— Exercise instructions —
Set the data below down again, exactly, with every picture left out.

— Supplied material —
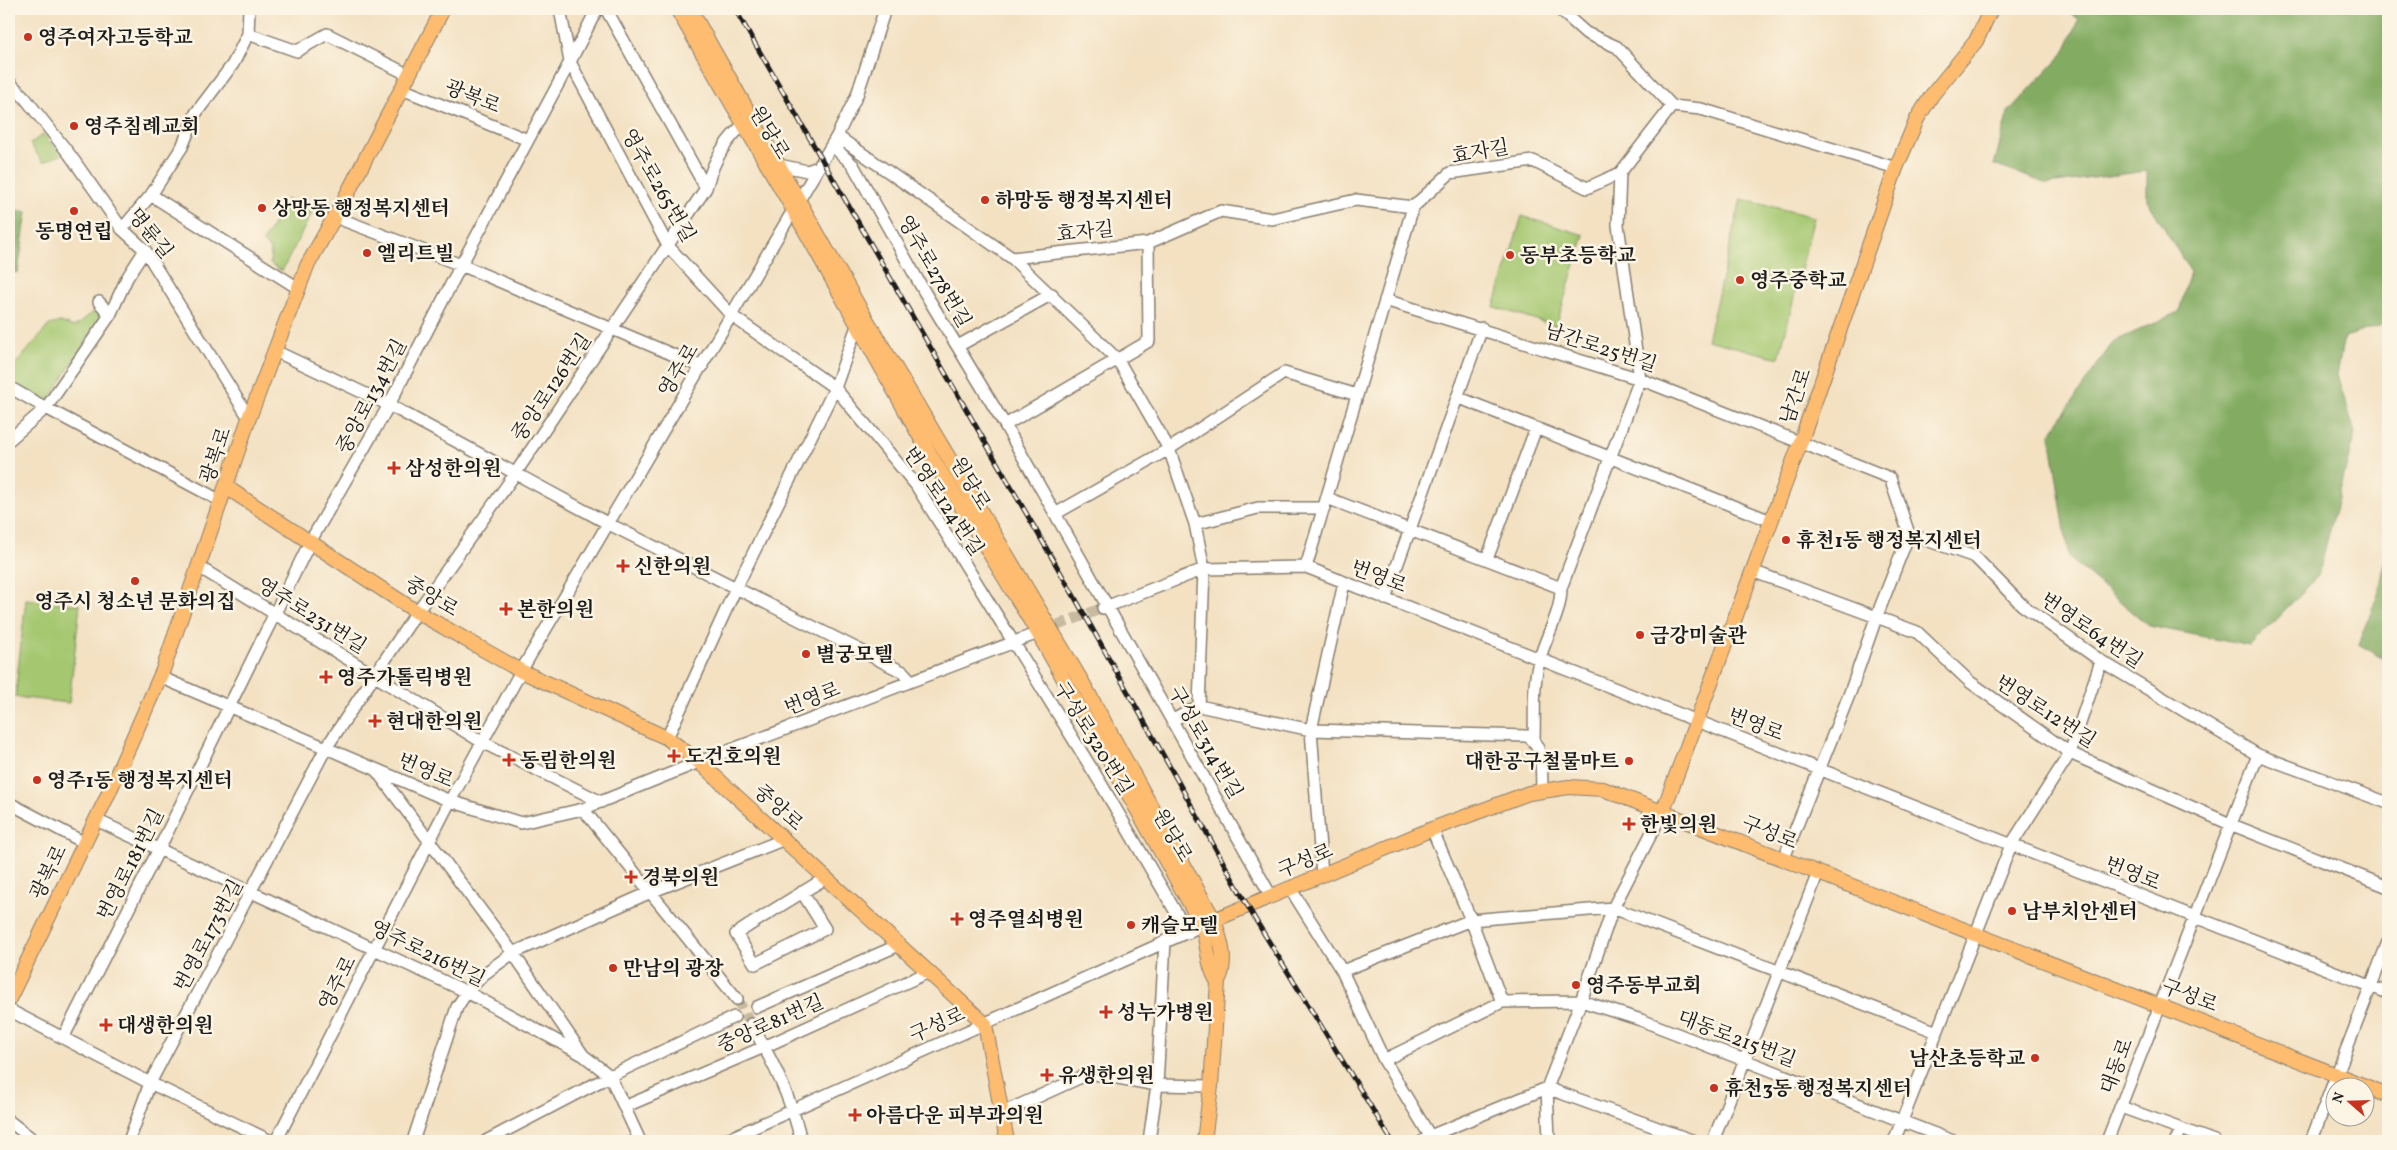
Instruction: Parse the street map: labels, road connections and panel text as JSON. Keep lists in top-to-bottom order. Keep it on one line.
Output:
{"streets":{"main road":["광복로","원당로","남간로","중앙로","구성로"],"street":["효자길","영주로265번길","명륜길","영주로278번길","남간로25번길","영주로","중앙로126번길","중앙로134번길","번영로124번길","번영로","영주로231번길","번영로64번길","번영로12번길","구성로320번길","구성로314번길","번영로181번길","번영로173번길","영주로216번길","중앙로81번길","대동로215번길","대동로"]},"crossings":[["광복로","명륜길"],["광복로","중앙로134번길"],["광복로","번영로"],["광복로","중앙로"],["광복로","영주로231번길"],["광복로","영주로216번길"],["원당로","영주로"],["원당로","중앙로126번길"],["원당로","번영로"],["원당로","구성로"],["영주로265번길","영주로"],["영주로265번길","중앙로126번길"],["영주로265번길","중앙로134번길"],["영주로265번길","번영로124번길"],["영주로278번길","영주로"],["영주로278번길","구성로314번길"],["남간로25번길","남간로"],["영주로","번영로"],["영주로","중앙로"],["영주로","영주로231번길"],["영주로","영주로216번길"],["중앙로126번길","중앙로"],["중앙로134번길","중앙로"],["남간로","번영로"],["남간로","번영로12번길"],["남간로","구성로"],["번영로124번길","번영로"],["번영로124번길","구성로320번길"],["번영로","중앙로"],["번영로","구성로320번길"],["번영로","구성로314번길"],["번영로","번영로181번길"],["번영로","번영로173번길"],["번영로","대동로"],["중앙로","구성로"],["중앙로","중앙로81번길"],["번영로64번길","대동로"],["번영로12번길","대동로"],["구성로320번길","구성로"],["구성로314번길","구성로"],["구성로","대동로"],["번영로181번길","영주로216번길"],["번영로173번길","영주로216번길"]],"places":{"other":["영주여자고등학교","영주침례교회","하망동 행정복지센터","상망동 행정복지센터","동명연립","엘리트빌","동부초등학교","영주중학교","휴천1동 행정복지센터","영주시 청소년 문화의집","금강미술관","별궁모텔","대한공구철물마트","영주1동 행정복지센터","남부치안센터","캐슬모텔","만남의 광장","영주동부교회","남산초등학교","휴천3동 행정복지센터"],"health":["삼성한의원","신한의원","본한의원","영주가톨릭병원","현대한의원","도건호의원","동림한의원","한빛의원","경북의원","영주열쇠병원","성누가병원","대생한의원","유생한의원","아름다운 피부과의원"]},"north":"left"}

— Answer for this exercise —
Instruction: Parse the street map: labels, road connections and panel text as JSON. Keep lists in top-to-bottom order. Keep it on one line.
Output:
{"streets":{"main road":["광복로","원당로","남간로","중앙로","구성로"],"street":["효자길","영주로265번길","명륜길","영주로278번길","남간로25번길","영주로","중앙로126번길","중앙로134번길","번영로124번길","번영로","영주로231번길","번영로64번길","번영로12번길","구성로320번길","구성로314번길","번영로181번길","번영로173번길","영주로216번길","중앙로81번길","대동로215번길","대동로"]},"crossings":[["광복로","명륜길"],["광복로","중앙로134번길"],["광복로","번영로"],["광복로","중앙로"],["광복로","영주로231번길"],["광복로","영주로216번길"],["원당로","영주로"],["원당로","중앙로126번길"],["원당로","번영로"],["원당로","구성로"],["영주로265번길","영주로"],["영주로265번길","중앙로126번길"],["영주로265번길","중앙로134번길"],["영주로265번길","번영로124번길"],["영주로278번길","영주로"],["영주로278번길","구성로314번길"],["남간로25번길","남간로"],["영주로","번영로"],["영주로","중앙로"],["영주로","영주로231번길"],["영주로","영주로216번길"],["중앙로126번길","중앙로"],["중앙로134번길","중앙로"],["남간로","번영로"],["남간로","번영로12번길"],["남간로","구성로"],["번영로124번길","번영로"],["번영로124번길","구성로320번길"],["번영로","중앙로"],["번영로","구성로320번길"],["번영로","구성로314번길"],["번영로","번영로181번길"],["번영로","번영로173번길"],["번영로","대동로"],["중앙로","구성로"],["중앙로","중앙로81번길"],["번영로64번길","대동로"],["번영로12번길","대동로"],["구성로320번길","구성로"],["구성로314번길","구성로"],["구성로","대동로"],["번영로181번길","영주로216번길"],["번영로173번길","영주로216번길"]],"places":{"other":["영주여자고등학교","영주침례교회","하망동 행정복지센터","상망동 행정복지센터","동명연립","엘리트빌","동부초등학교","영주중학교","휴천1동 행정복지센터","영주시 청소년 문화의집","금강미술관","별궁모텔","대한공구철물마트","영주1동 행정복지센터","남부치안센터","캐슬모텔","만남의 광장","영주동부교회","남산초등학교","휴천3동 행정복지센터"],"health":["삼성한의원","신한의원","본한의원","영주가톨릭병원","현대한의원","도건호의원","동림한의원","한빛의원","경북의원","영주열쇠병원","성누가병원","대생한의원","유생한의원","아름다운 피부과의원"]},"north":"left"}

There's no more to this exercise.